Question: Finding UTR regions in the RNA sequencing data from a non-model organism
2.7 years ago by
seta1.2k wrote:

Hi all friends,

I'm working on a RNA-seq project of a non-model plant, the library is generated from mRNA fraction (enriched with polyA) and sequenced as PE, stranded-specific. I have done de novo transcriptome assembly and annotation. Now, I would like to know if there is any way to determine the 3 and 5 UTR region of genes? Regarding 3 UTR, Since the library enrichment was done by oligo-dT primers, I'm not concerned about it, but I don't know what is the right procedure to determine these regions? Could you please advise me on this issue?

Thanks in advance

Hi!, I have to run a similar task...Did you find any solution?


2.7 years ago by
EVR540 wrote:

Hi Seta,

Use Transdecoder.
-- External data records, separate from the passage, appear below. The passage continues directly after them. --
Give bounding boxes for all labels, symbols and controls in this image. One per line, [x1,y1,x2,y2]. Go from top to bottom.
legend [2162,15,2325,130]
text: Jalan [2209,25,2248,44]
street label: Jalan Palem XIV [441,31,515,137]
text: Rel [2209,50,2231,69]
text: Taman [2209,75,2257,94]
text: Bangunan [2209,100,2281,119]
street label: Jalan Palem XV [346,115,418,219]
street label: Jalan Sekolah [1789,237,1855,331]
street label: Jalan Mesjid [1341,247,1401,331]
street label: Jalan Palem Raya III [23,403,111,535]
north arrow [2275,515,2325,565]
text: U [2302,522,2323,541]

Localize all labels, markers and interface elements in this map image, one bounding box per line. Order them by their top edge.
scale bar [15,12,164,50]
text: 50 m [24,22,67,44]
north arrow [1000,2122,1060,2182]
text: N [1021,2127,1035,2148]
It will output gff3 file which includes all the transcripts and their respective UTRs location and CDS location. Its very effective and reliable.

2.7 years ago by
Sheffield, UK
i.sudbery4.8k wrote:

You want to use an ORF finder to find the longest open reading frame in each transcript. EMBOSS has tools for this. One thing to be careful of is that if you have missed the 5' end of the transcript, you might not find a start codon for all your transcripts. The UTR is then most probably the sequence after the longest ORF.